Spacelift offers a sophisticated state backend synchronized with the rest of the application to manage your Terraform state and maximize security and convenience.

The option to have Spacelift manage the state for you is only available during stack creation. You can also import an existing Terraform state at this point, which is useful for users who want to upgrade their previous Terraform workflow.

Info

If you're using Spacelift to manage your stack, do not specify any Terraform backend whatsoever.

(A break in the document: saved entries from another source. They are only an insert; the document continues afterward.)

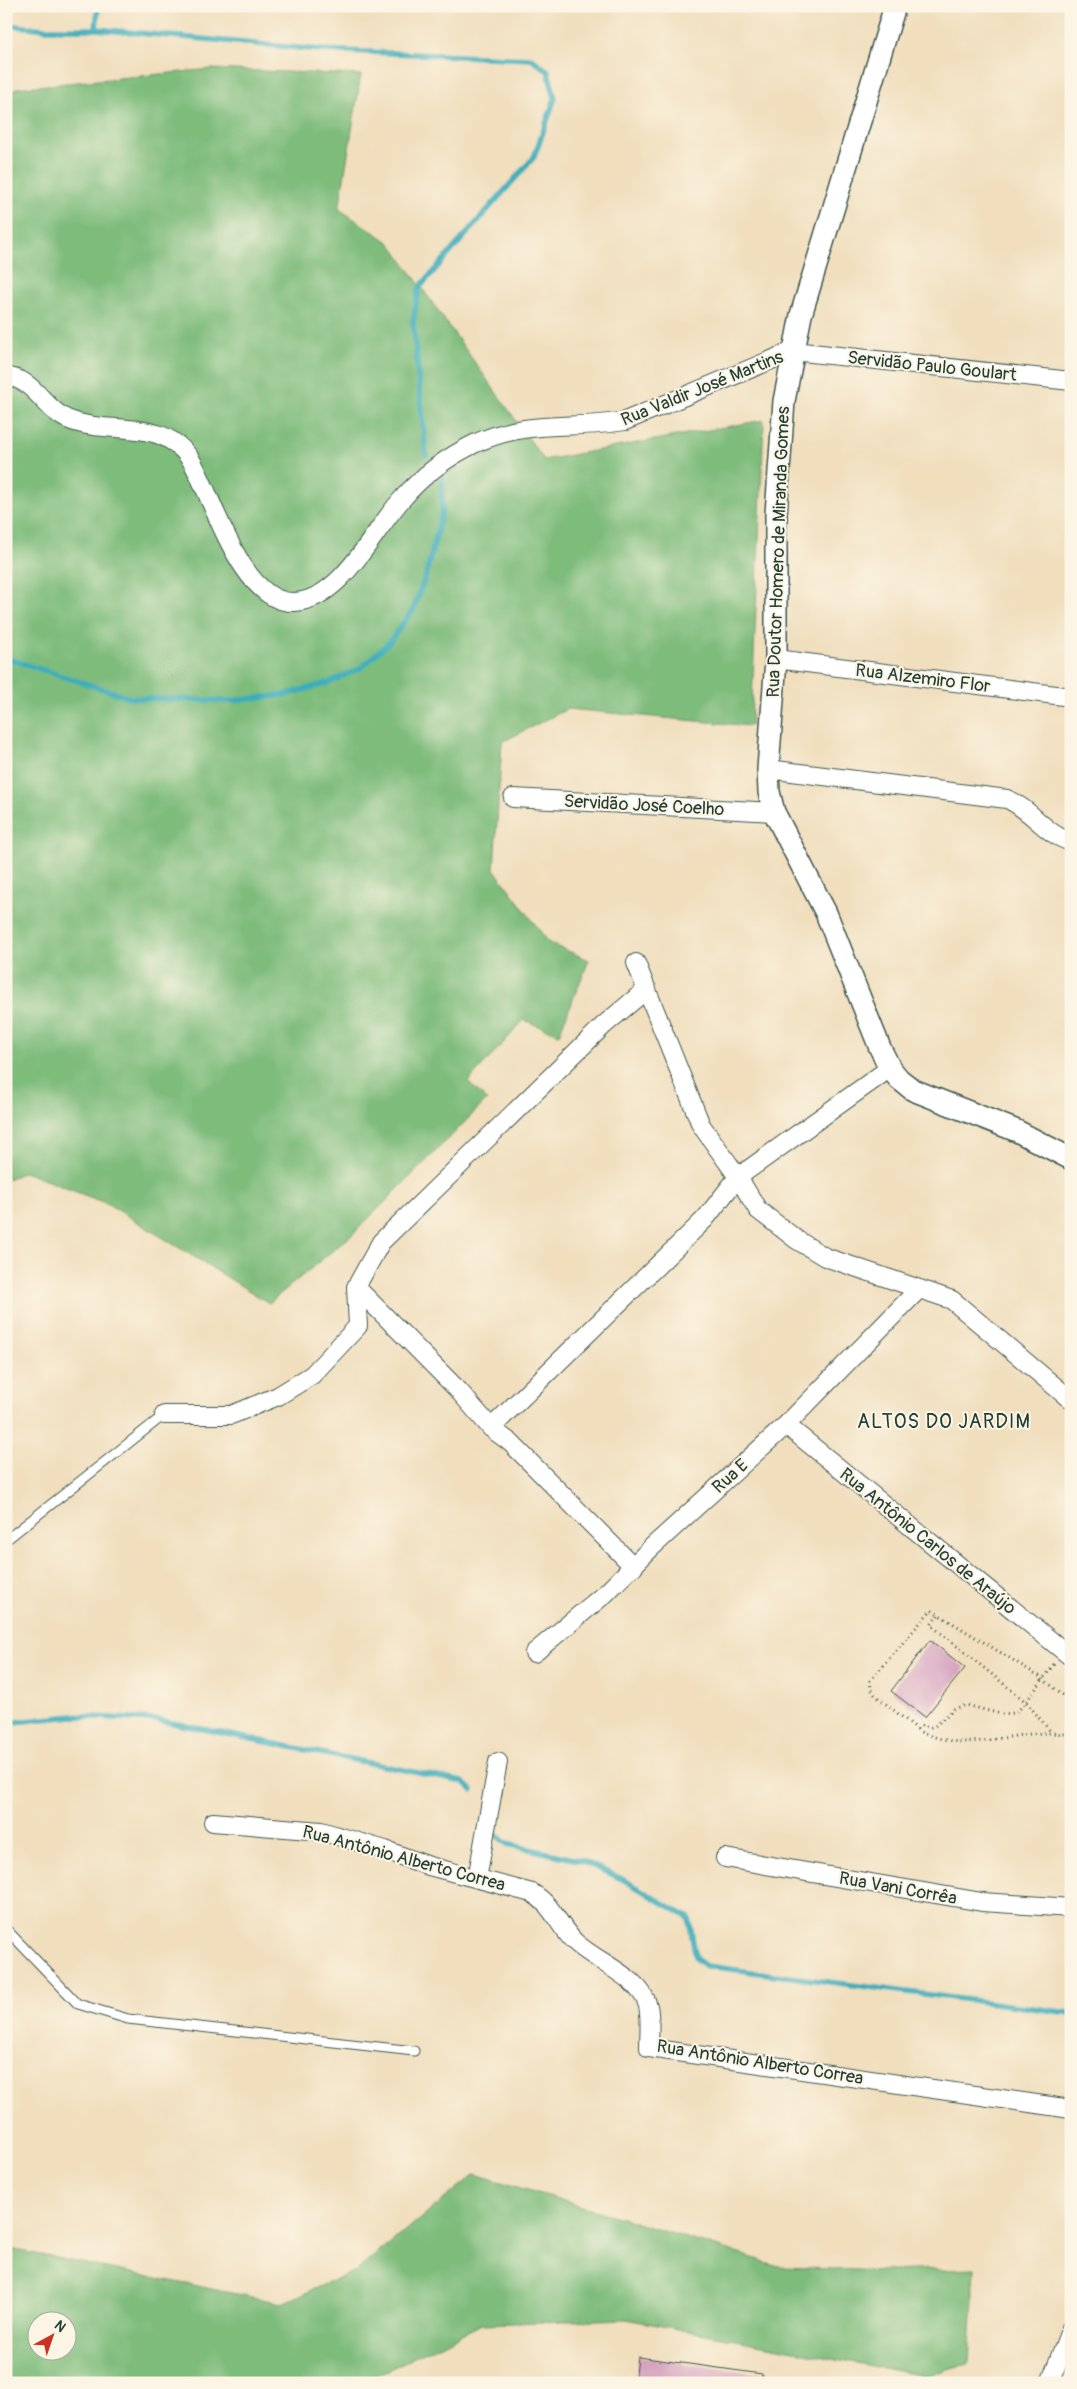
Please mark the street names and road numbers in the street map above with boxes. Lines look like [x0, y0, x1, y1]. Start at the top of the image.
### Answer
street label: Rua Valdir José Martins [618, 345, 787, 432]
street label: Servidão Paulo Goulart [846, 346, 1018, 387]
street label: Rua Doutor Homero de Miranda Gomes [762, 406, 795, 698]
street label: Rua Alzemiro Flor [854, 659, 992, 698]
street label: Servidão José Coelho [563, 790, 725, 821]
street label: Rua E [707, 1454, 753, 1499]
street label: Rua Antônio Carlos de Araújo [835, 1463, 1021, 1620]
street label: Rua Antônio Alberto Correa [300, 1820, 508, 1897]
street label: Rua Vani Corrêa [837, 1867, 959, 1910]
street label: Rua Antônio Alberto Correa [655, 2035, 865, 2090]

The one-off config will be dynamically injected into every run and task.

Benefits of Spacelift state management»

  1. Simple and easy setup: Allow Spacelift to manage your Terraform state during stack creation and you don't need to set anything up on your end.
  2. Protected against accidental or malicious access: Spacelift maps state access and state changes to legitimate Spacelift runs, thus automatically blocking all other unauthorized traffic.
  3. Encrypted data storage: Spacelift offers several different regions for data storage with Amazon S3.

How it works»

Spacelift state management uses S3, like much of the internet. We generate one-off credentials for every run and task and injecting them directly into the root of your Terraform project as a .tf file.

Warning

If you have some Terraform state backend already specified in your code, the initialization phase will keep failing until you remove it.

The state server is an HTTP endpoint implementing the Terraform standard state management protocol. Spacelift's backend always ensures:

  • The credentials belong to one of the runs or tasks that are currently marked as active on our end.
  • Their state indicates that they should be accessing or modifying the state.

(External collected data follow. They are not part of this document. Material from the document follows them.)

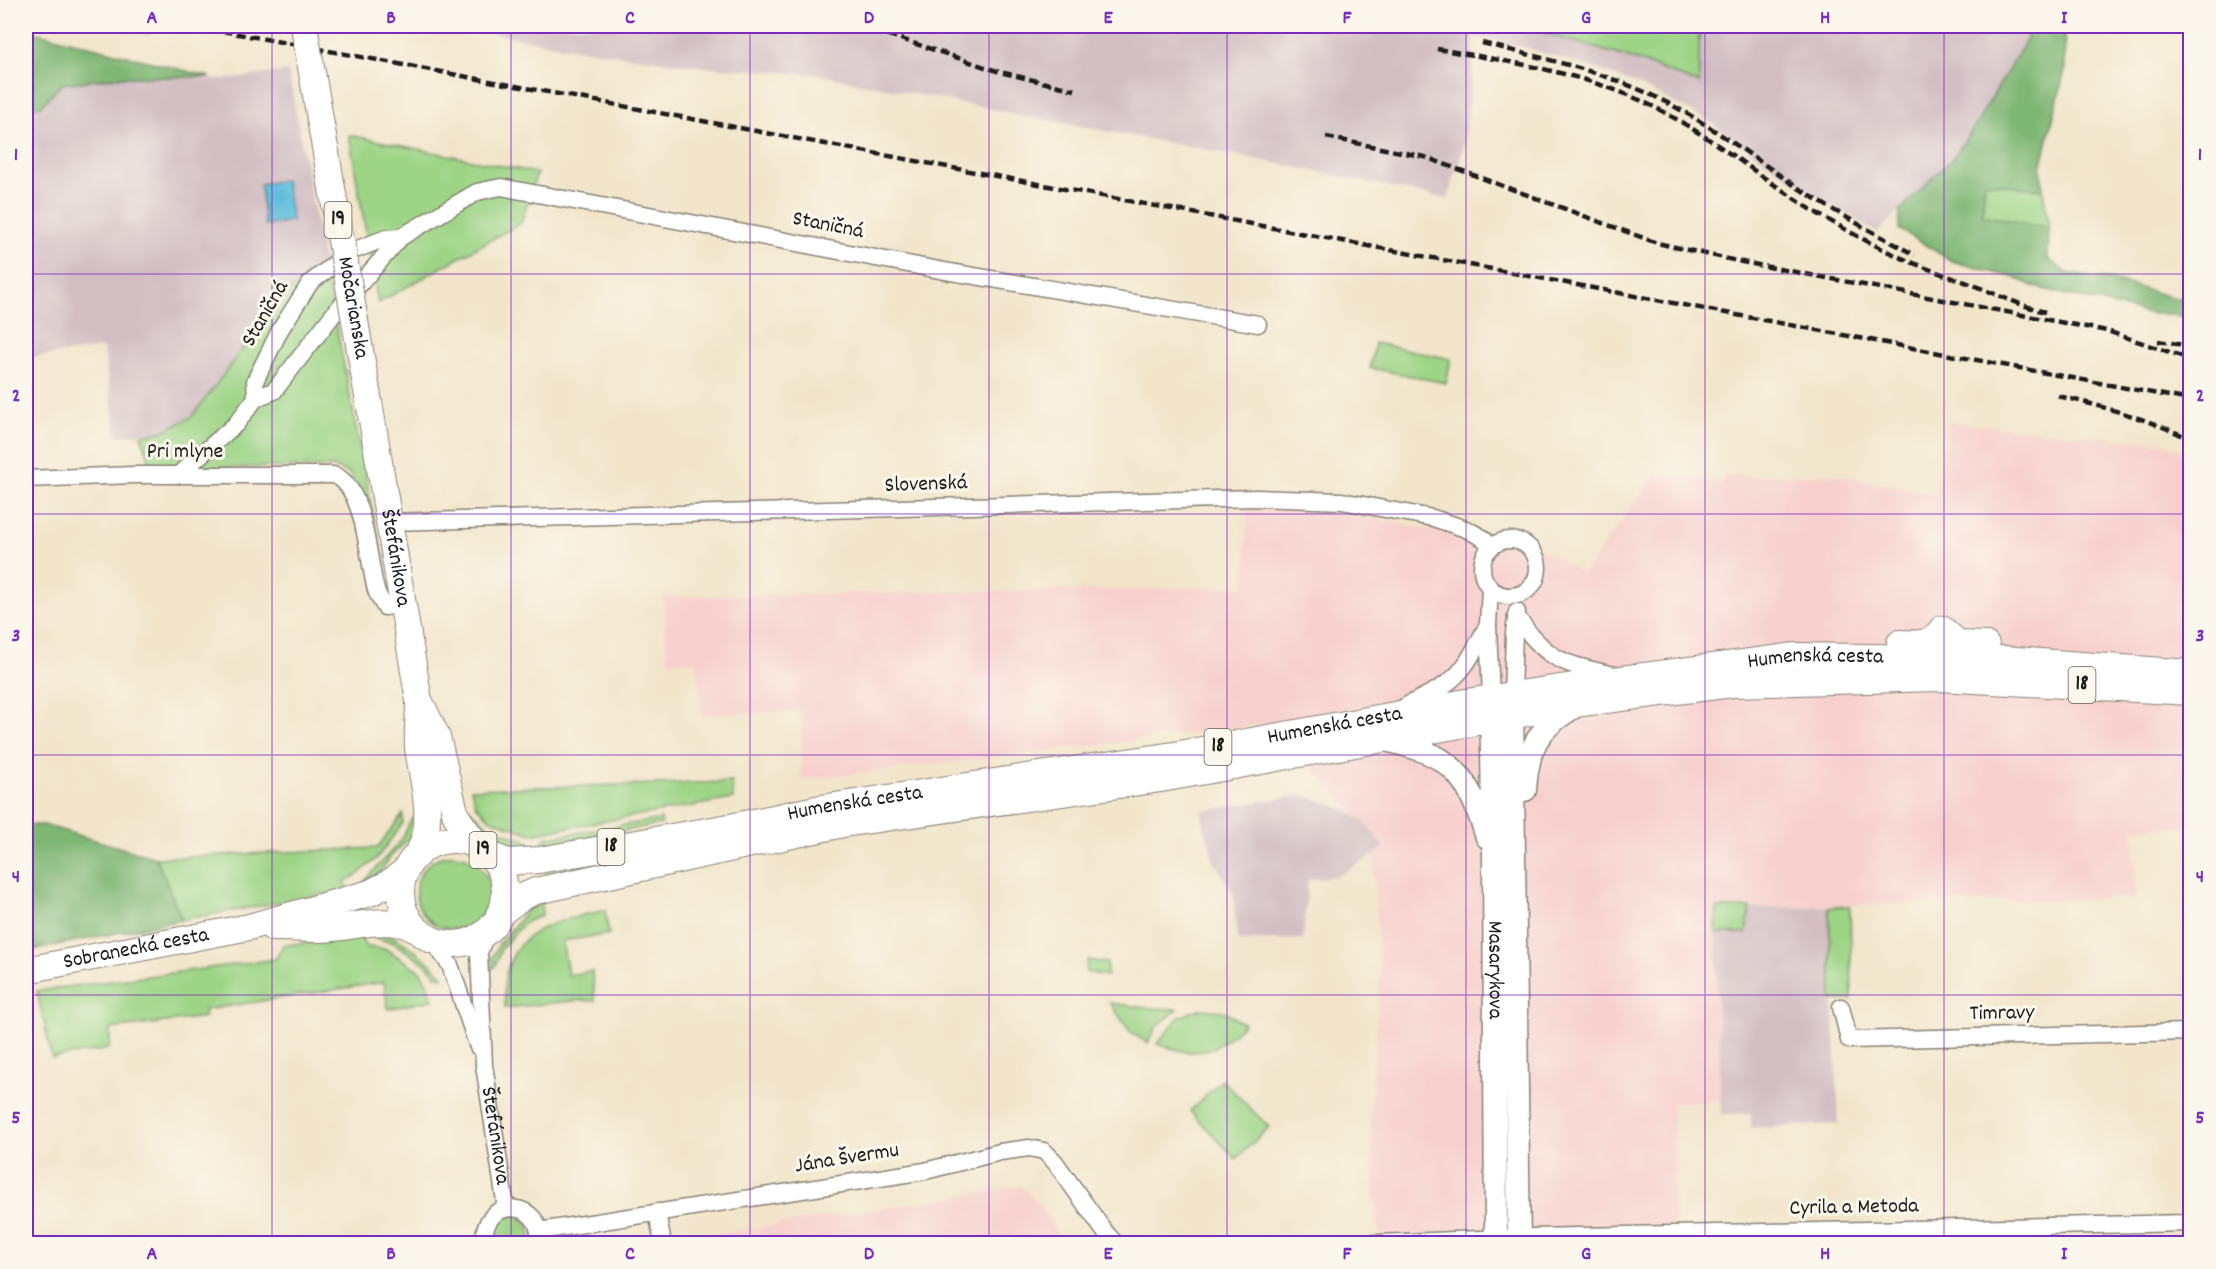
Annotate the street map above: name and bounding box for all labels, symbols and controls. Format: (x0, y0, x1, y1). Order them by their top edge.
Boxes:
text: A (147, 5, 158, 33)
text: B (386, 5, 396, 33)
text: C (625, 5, 635, 33)
text: D (864, 5, 875, 33)
text: E (1103, 5, 1113, 33)
text: F (1343, 5, 1353, 33)
text: G (1581, 5, 1591, 33)
text: H (1820, 5, 1830, 33)
text: I (2061, 5, 2068, 33)
text: 1 (14, 142, 18, 170)
text: 1 (2198, 142, 2202, 170)
road number: 19 (324, 202, 352, 238)
street label: Staničná (790, 204, 866, 248)
street label: Močarianska (329, 254, 377, 362)
street label: Staničná (234, 275, 298, 353)
text: 2 (12, 383, 20, 411)
text: 2 (2196, 383, 2204, 411)
street label: Pri mlyne (147, 437, 223, 468)
street label: Slovenská (884, 468, 968, 502)
street label: Štefánikova (372, 507, 419, 610)
text: 3 (12, 623, 20, 651)
text: 3 (2196, 623, 2204, 651)
street label: Humenská cesta (1746, 640, 1884, 678)
road number: 18 (2068, 667, 2096, 703)
street label: Humenská cesta (1265, 698, 1405, 753)
road number: 18 (1204, 729, 1232, 765)
street label: Humenská cesta (785, 777, 925, 830)
road number: 18 (598, 829, 624, 865)
road number: 19 (470, 832, 496, 868)
text: 4 (12, 864, 20, 892)
text: 4 (2196, 864, 2204, 892)
street label: Sobranecká cesta (61, 919, 212, 978)
street label: Masarykova (1479, 921, 1510, 1020)
street label: Timravy (1969, 998, 2036, 1030)
street label: Štefánikova (472, 1085, 518, 1187)
text: 5 (11, 1105, 21, 1133)
text: 5 (2195, 1105, 2205, 1133)
street label: Jána Švermu (793, 1135, 901, 1183)
street label: Cyrila a Metoda (1789, 1191, 1919, 1225)
text: A (147, 1241, 158, 1269)
text: B (386, 1241, 396, 1269)
text: C (625, 1241, 635, 1269)
text: D (864, 1241, 875, 1269)
text: E (1103, 1241, 1113, 1269)
text: F (1343, 1241, 1353, 1269)
text: G (1581, 1241, 1591, 1269)
text: H (1820, 1241, 1830, 1269)
text: I (2061, 1241, 2068, 1269)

Once this is established, we pass the request to S3 with the right parameters.

State history»

You can view your stack's state history in Spacelift. Navigate to Ship Infra > Stacks, click the name of the stack you want to view the history of, and view the State history tab. You'll see a list all the changes to your state and can rollback to an old version if needed.

State history list

Not all runs or tasks will trigger a new state version, so you should not expect to see an exhaustive list of your runs and tasks in this list. For example, runs that produce no Terraform changes do not result in a new state version being created.

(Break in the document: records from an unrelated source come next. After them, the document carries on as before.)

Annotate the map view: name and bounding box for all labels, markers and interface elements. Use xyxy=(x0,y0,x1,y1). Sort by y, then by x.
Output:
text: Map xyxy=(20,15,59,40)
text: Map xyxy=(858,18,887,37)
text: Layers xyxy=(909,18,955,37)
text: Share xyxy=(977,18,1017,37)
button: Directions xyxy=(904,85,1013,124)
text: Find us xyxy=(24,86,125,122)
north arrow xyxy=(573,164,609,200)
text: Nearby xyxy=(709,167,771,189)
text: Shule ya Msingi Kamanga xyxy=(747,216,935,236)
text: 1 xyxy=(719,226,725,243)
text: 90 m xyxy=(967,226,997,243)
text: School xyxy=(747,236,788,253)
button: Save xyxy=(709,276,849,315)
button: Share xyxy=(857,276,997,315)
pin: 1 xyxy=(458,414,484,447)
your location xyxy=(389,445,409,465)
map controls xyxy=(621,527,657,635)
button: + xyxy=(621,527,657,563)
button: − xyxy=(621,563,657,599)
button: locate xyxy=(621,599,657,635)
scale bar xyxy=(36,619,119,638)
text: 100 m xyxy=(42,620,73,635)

Non-current state versions are kept for 30 days.

State rollback»

Although it's rare, you can sometimes end up with a broken or corrupted state, such as when a bug exists in a Terraform provider upgrade. State rollback allows you to recover from this by rolling back your state to a previous version.

Rolling back your state will not apply any changes to your current infrastructure. It just reverts your state to an older version. You must then trigger the proper tasks or runs to fix the state and re-apply the desired Terraform configuration.

Warning

State rollback should only be used as a break-glass operation just after a corrupted state has been created.

If a stack is currently using a rolled-back state, a warning will be shown in the stack header.

Stack with current state rollback

To roll back a state, these conditions must be satisfied:

  • You must be a stack admin.
  • The stack must be locked.
  • The stack must not have any pending runs or tasks.

If those three conditions are met, you will be able to rollback your stack to a previous version of your state file.

state rollback action

After rollback completes successfully, a new version of your state will appear above the other state versions and will be marked as a rollback.

rolled back state

Importing resources into your Terraform state»

If you have an existing resource that was created by other means, and would like that resource to be reflected in your Terraform state, you need to use the Terraform import command. When managing your own Terraform state, you would typically run this command locally to import said resource(s) to your state file.

When Spacelift is managing your Terraform state, you can import resources with tasks:

  1. Select the Spacelift stack to which you would like to import state for.
  2. Navigate to the Tasks tab.
  3. Run the terraform import command needed to import your resourcesc by type the terraform import command into the text input and click Perform. Use Terraform import command
    • If you are using Terragrunt on Spacelift, you will need to run terragrunt import.
  4. Follow the status of your task's execution to ensure it was executed successfully. When completed, you should see an output like this within the "Performing" step of the task. Successful Terraform import

Importing existing state file into your Terraform stacks»

On an existing stack»

State import allows you to import a state on top of the latest managed state. To be able to import a state, these conditions must be satisfied:

  • You must be a stack admin.
  • The stack must be locked.
  • The stack must not have any pending runs or tasks.

Info

The maximum allowed file size for a state is 100MB.

To import a new state:

  1. Navigate to the State history tab on your stack, and then click Import state. Import state
  2. Upload a valid Terraform state file. Import a state dialog
  3. Once the file is uploaded, click Import state. The imported state will appear in the list as manually imported.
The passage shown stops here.